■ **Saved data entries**
******
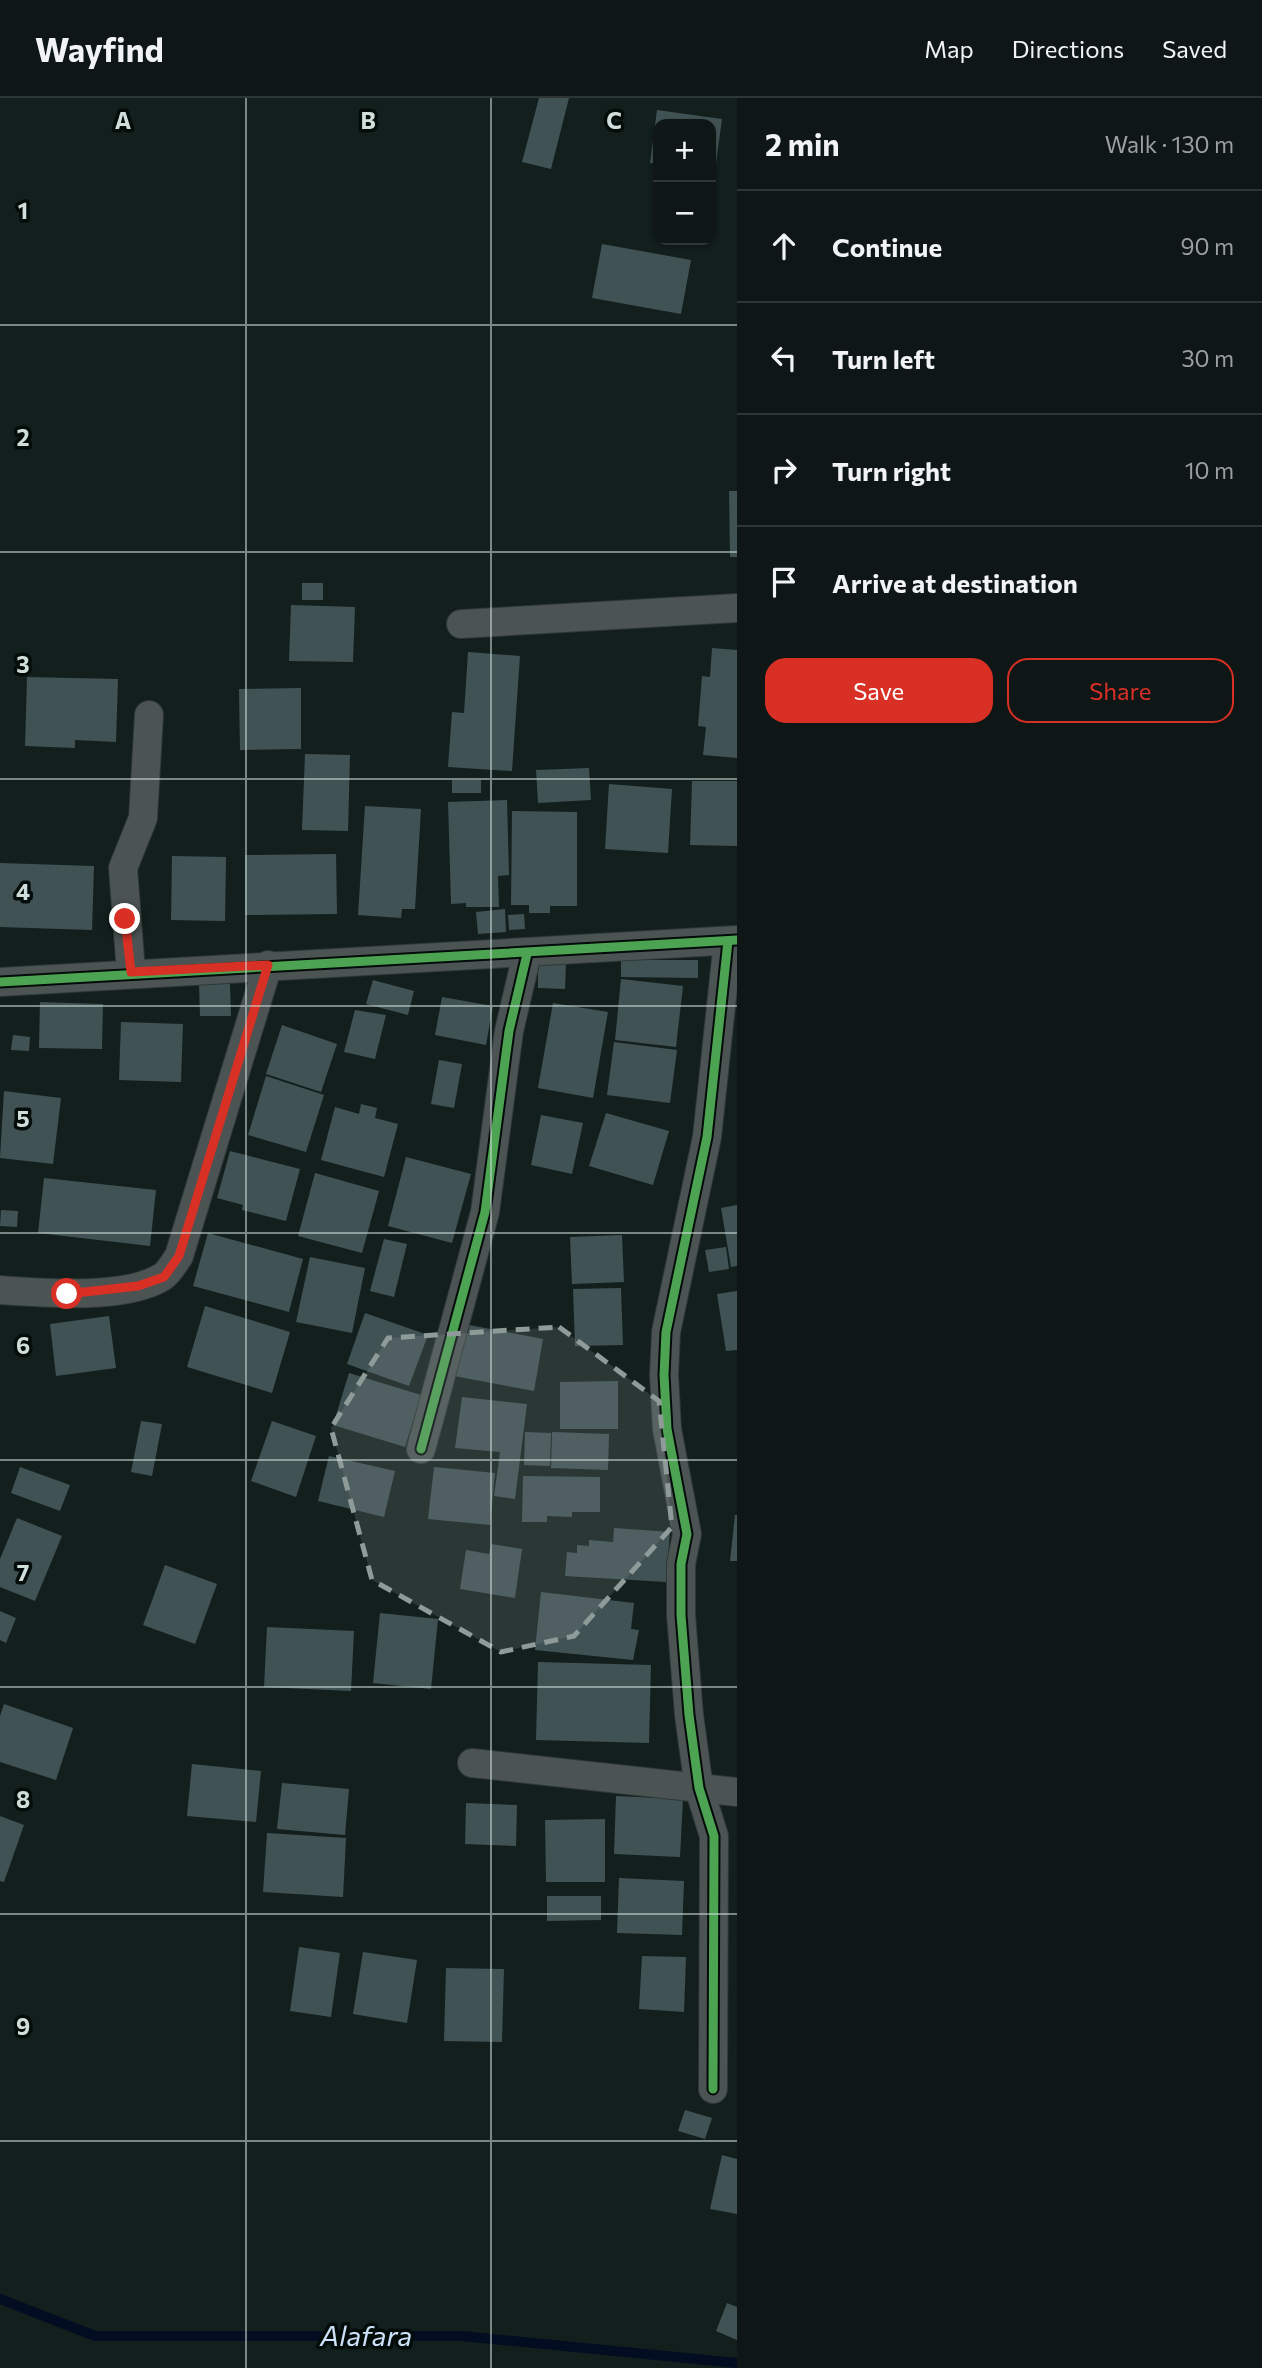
<!DOCTYPE html>
<meta charset="utf-8">
<style>
body{margin:0;font-family:Commissioner,sans-serif;background:#17201f;color:#f1f3f6}
.controls{position:absolute;right:21px;top:21px;display:grid;overflow:hidden;border-radius:14px;box-shadow:0 2px 5px #0004}
.controls button{width:63px;height:63px;display:grid;place-items:center;padding:0;border:0;border-bottom:2px solid #2e3635;background:#0e1716;color:#f1f3f6;font:35px sans-serif}
.stop{position:absolute;width:21px;height:21px;margin:-16px;border:5px solid #d93025;border-radius:50%;background:#fff}
.stop.end{background:#d93025;border-color:#fff;box-shadow:0 2px 7px #0008}
.list{margin:0;padding:0;list-style:none}
h2{display:flex;justify-content:space-between;align-items:center;height:91px;margin:0;padding:0 28px;font-size:30px}
h2 small{font-size:23px;font-weight:400;color:#9b9fa1}
.list li{display:grid;grid-template-columns:46px 1fr auto;gap:21px;align-items:center;box-sizing:border-box;height:112px;padding:0 28px;border-top:2px solid #2e3635}
.list b{display:block;font-size:26px;white-space:nowrap}
.list em{font-size:23px;font-style:normal;color:#9b9fa1}
.actions{display:flex;gap:14px;padding:21px 28px}
.actions a{flex:1;padding:16px 0;border:2px solid #d93025;border-radius:21px;text-align:center;font-size:24px;color:#d93025}
.actions .main{background:#d93025;color:#fff}
.icon{flex:none;width:38px;height:38px;fill:none;stroke:currentColor;stroke-width:2;stroke-linecap:round;stroke-linejoin:round}
.map{position:relative;flex:none;width:737px;height:2270px;overflow:hidden}
header{display:flex;align-items:center;gap:42px;box-sizing:border-box;height:98px;padding:0 35px;background:#0e1716;border-bottom:2px solid #2e3635}
header strong{font-size:33px}
nav{display:flex;gap:38px;margin-inline-start:auto;font-size:24px}
main{display:flex}
aside{flex:1;background:#0e1716}
.map>svg:first-child{display:block}
</style>
<header>
<strong>Wayfind</strong>
<nav><a>Map</a><a>Directions</a><a>Saved</a></nav>
</header>
<main>
<div class="map">
<svg width="737" height="2270" viewBox="0 0 737 2270">
<rect width="100%" height="100%" fill="#121f1d"/>
<g fill="none" stroke-linecap="round" stroke-linejoin="round">
<path stroke="#020d21" stroke-width="10" d="M0,2201L95,2238H462L737,2265"/>
</g>
<g fill="#415255">
<path d="M539,0H569L551,71L522,64Z"/>
<path d="M657,12L722,21L715,73H711V26H658V66L650,65Z"/>
<path d="M602,146L691,162L681,216L592,200Z"/>
<path d="M729,393H737V459H730Z"/>
<rect x="302" y="485" width="21" height="17"/>
<path d="M291,507L355,509L353,564L289,563Z"/>
<path d="M712,550L737,552V660L703,657L706,629L698,628L702,578L710,579Z"/>
<path d="M468,554L520,558L512,673L448,669L452,614L464,615Z"/>
<path d="M27,579L118,581L116,644L75,642V650L25,648Z"/>
<path d="M301,590V651L240,652L239,591Z"/>
<path d="M305,656L350,657L348,733L302,732Z"/>
<path d="M589,670L591,702L538,705L536,672Z"/>
<rect x="452" y="682" width="29" height="13"/>
<path d="M692,683H737V748L690,747Z"/>
<path d="M609,686L672,691L668,755L605,751Z"/>
<path d="M507,702L509,777L498,778L499,809H466V805L451,806L448,704Z"/>
<path d="M365,708L421,711L415,811H402L401,820L358,817Z"/>
<path d="M512,713L577,714V808H550V815H529V807H511Z"/>
<path d="M336,756L337,816L245,817V757Z"/>
<path d="M172,758L226,759L225,823L171,822Z"/>
<path d="M0,765L94,768L92,832L0,829Z"/>
<path d="M505,811L506,834L478,836L476,814Z"/>
<path d="M524,816L525,831L509,832L508,817Z"/>
<path d="M621,862H698V880L621,879Z"/>
<path d="M538,865L566,866L565,891L538,890Z"/>
<path d="M621,881L683,888L676,949L615,942Z"/>
<path d="M373,882L414,893L408,917L366,906Z"/>
<path d="M199,885H230L231,918H200Z"/>
<path d="M442,899L493,908L486,947L435,937Z"/>
<path d="M40,904L103,906L102,951L39,950Z"/>
<path d="M553,905L608,914L593,1000L538,990Z"/>
<path d="M355,912L386,917L375,961L344,954Z"/>
<path d="M121,924L183,926L181,984L119,982Z"/>
<path d="M282,927L337,946L321,994L266,976Z"/>
<path d="M13,937L30,939L29,953L11,952Z"/>
<path d="M614,944L677,952L670,1005L607,997Z"/>
<path d="M439,962L462,966L454,1010L431,1006Z"/>
<path d="M266,978L324,997L306,1054L248,1037Z"/>
<path d="M4,993L61,1000L53,1066L0,1060Z"/>
<path d="M361,1006L377,1010L375,1020L398,1026L384,1079L321,1062L335,1009L359,1016Z"/>
<path d="M606,1015L669,1033L653,1087L589,1068Z"/>
<path d="M541,1017L583,1025L572,1076L531,1067Z"/>
<path d="M230,1053L300,1071L286,1123L242,1112L243,1107L217,1100Z"/>
<path d="M406,1059L471,1076L452,1145L388,1128Z"/>
<path d="M315,1075L379,1093L362,1155L298,1138Z"/>
<path d="M44,1080L156,1092L150,1148L38,1135Z"/>
<path d="M737,1107V1168L731,1169L721,1110Z"/>
<path d="M1,1112L18,1113L17,1129L0,1128Z"/>
<path d="M208,1135L303,1161L289,1214L193,1188Z"/>
<path d="M622,1137L624,1184L572,1186L570,1139Z"/>
<path d="M384,1141L407,1146L394,1199L370,1193Z"/>
<path d="M726,1149L729,1171L709,1174L705,1152Z"/>
<path d="M310,1159L365,1170L352,1235L296,1224Z"/>
<path d="M621,1190L623,1247L575,1248L573,1191Z"/>
<path d="M737,1193V1252L726,1253L717,1196Z"/>
<path d="M205,1208L290,1234L272,1295L187,1269Z"/>
<path d="M365,1215L428,1237L409,1288L347,1266Z"/>
<path d="M109,1218L116,1270L56,1278L50,1226Z"/>
<path d="M464,1226L543,1241L534,1293L454,1278Z"/>
<path d="M349,1275L421,1297L405,1349L333,1327Z"/>
<path d="M618,1283V1331H560V1284Z"/>
<path d="M462,1299L527,1306L515,1401L494,1398L500,1354L455,1350Z"/>
<path d="M141,1323L162,1326L152,1378L131,1374Z"/>
<path d="M272,1323L316,1338L296,1399L251,1383Z"/>
<path d="M525,1334L551,1335L550,1368L524,1367Z"/>
<path d="M552,1334L609,1336L608,1372L551,1370Z"/>
<path d="M329,1358L395,1373L384,1419L318,1403Z"/>
<path d="M20,1369L70,1387L60,1413L11,1395Z"/>
<path d="M434,1369L495,1375L490,1427L428,1421Z"/>
<path d="M523,1378L600,1379V1414H572V1419L547,1418V1424H522Z"/>
<path d="M735,1417H737V1463H730Z"/>
<path d="M17,1420L62,1438L35,1503L0,1489V1461Z"/>
<path d="M614,1430L670,1434L666,1484L565,1478L567,1454L577,1455V1447L589,1448V1442L613,1444Z"/>
<path d="M491,1446L522,1451L515,1500L460,1491L466,1452L489,1456Z"/>
<path d="M165,1467L217,1486L195,1546L143,1527Z"/>
<path d="M541,1494L634,1505L631,1531L639,1532L633,1562L535,1552Z"/>
<path d="M0,1513L16,1520L6,1545L0,1542Z"/>
<path d="M380,1515L438,1521L431,1591L373,1585Z"/>
<path d="M267,1529L354,1533L351,1593L264,1589Z"/>
<path d="M538,1564L651,1567L649,1645L536,1642Z"/>
<path d="M4,1606L73,1630L56,1682L0,1664V1618Z"/>
<path d="M192,1666L261,1673L256,1724L187,1718Z"/>
<path d="M282,1685L349,1691L345,1737L277,1731Z"/>
<path d="M616,1698L683,1701L680,1759L614,1756Z"/>
<path d="M466,1705L517,1707L516,1748L465,1746Z"/>
<path d="M0,1718L24,1727L4,1784L0,1783Z"/>
<path d="M605,1721V1784H546L545,1722Z"/>
<path d="M267,1735L346,1740L343,1799L263,1794Z"/>
<path d="M619,1780L684,1783L682,1837L617,1835Z"/>
<path d="M547,1798H601V1822L547,1823Z"/>
<path d="M299,1849L340,1855L331,1919L290,1913Z"/>
<path d="M363,1854L417,1862L407,1925L353,1916Z"/>
<path d="M642,1858L686,1859L684,1914L639,1911Z"/>
<path d="M446,1870L504,1871L502,1944L444,1943Z"/>
<path d="M685,2012L712,2020L705,2041L678,2033Z"/>
<path d="M722,2057L737,2061V2116L710,2111Z"/>
<path d="M727,2205L737,2209V2242L716,2233Z"/>
</g>
<g fill="none" stroke-linecap="round" stroke-linejoin="round">
<defs>
<g id="minor">
<path d="M461,526L737,510"/>
<path d="M131,874L123,770L143,720L149,617"/>
<path d="M0,884L737,842"/>
<path d="M0,1192C42,1195 125,1202 162,1179C169,1175 174,1165 179,1158L268,867"/>
<path d="M421,1351L485,1114L509,933L527,856"/>
<path d="M472,1665L737,1694"/>
<path d="M713,1991L714,1738L699,1690L689,1617L681,1517V1466L687,1436L667,1331L664,1277L666,1234L707,1039L728,843"/>
</g>
</defs>
<use href="#minor" stroke="#2e3835" stroke-width="30"/>
<use href="#minor" stroke="#4b5453" stroke-width="28"/>
<defs>
<g id="cycleway">
<path d="M0,884L737,842"/>
<path d="M421,1351L485,1114L509,933L527,856"/>
<path d="M713,1991L714,1738L699,1690L689,1617L681,1517V1466L687,1436L667,1331L664,1277L666,1234L707,1039L728,843"/>
</g>
</defs>
<use href="#cycleway" stroke="#040c0a" stroke-width="13"/>
<use href="#cycleway" stroke="#4ca352" stroke-width="9"/>
</g>
<g fill="none" stroke-linecap="round" stroke-linejoin="round">
<path stroke="#d93025" stroke-width="9" d="M67,1196L138,1188L164,1179L179,1158L268,867L131,874L125,821"/>
</g>
<path fill="#8e9b98" fill-opacity="0.2" stroke="#8e9b98" stroke-width="5" stroke-dasharray="14 9" stroke-linejoin="round" d="M559,1229L659,1303L672,1429L574,1538L501,1554L372,1482L331,1330L388,1240Z"/>
<path fill="none" stroke="#d0dedb" stroke-width="2" stroke-opacity="0.55" d="M246,0V2270M491,0V2270M0,227H737M0,454H737M0,681H737M0,908H737M0,1135H737M0,1362H737M0,1589H737M0,1816H737M0,2043H737"/>
<g text-anchor="middle" stroke-width="7" stroke-linejoin="round" paint-order="stroke">
<g font-size="28" font-style="italic" fill="#cde2f9" stroke="#040c0a">
<text x="366" y="2248">Alafara</text>
</g>
</g>
<g font-size="23" text-anchor="middle" font-weight="bold" fill="#d0dedb" stroke="#040c0a" stroke-width="7" stroke-linejoin="round" paint-order="stroke">
<text x="123" y="31">A</text>
<text x="368" y="31">B</text>
<text x="614" y="31">C</text>
<text x="23" y="121">1</text>
<text x="23" y="348">2</text>
<text x="23" y="575">3</text>
<text x="23" y="802">4</text>
<text x="23" y="1029">5</text>
<text x="23" y="1256">6</text>
<text x="23" y="1483">7</text>
<text x="23" y="1710">8</text>
<text x="23" y="1937">9</text>
</g>
</svg>
<div class="controls">
<button>+</button>
<button>−</button>
</div>
<div class="stop" style="left:67px;top:1196px"></div>
<div class="stop end" style="left:125px;top:821px"></div>
</div>
<aside>
<h2>2 min<small>Walk · 130 m</small></h2>
<ul class="list">
<li><svg class="icon" aria-label="ahead" viewBox="0 0 24 24"><path d="M12 20V5M6 11l6-6 6 6"/></svg><div><b>Continue</b></div><em>90 m</em></li>
<li><svg class="icon" aria-label="left" viewBox="0 0 24 24"><path d="M17 20v-9H6M10 6l-5 5 5 5"/></svg><div><b>Turn left</b></div><em>30 m</em></li>
<li><svg class="icon" aria-label="right" viewBox="0 0 24 24"><path d="M7 20v-9h11M14 6l5 5-5 5"/></svg><div><b>Turn right</b></div><em>10 m</em></li>
<li><svg class="icon" aria-label="arrive" viewBox="0 0 24 24"><path d="M6 21V4h12l-3 4 3 4H6"/></svg><div><b>Arrive at destination</b></div></li>
</ul>
<div class="actions"><a class="main">Save</a><a>Share</a></div>
</aside>
</main>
******
Would you state how many lines of the data above hold the string "position"? Reply with the number alone.

■ **Finished task**
3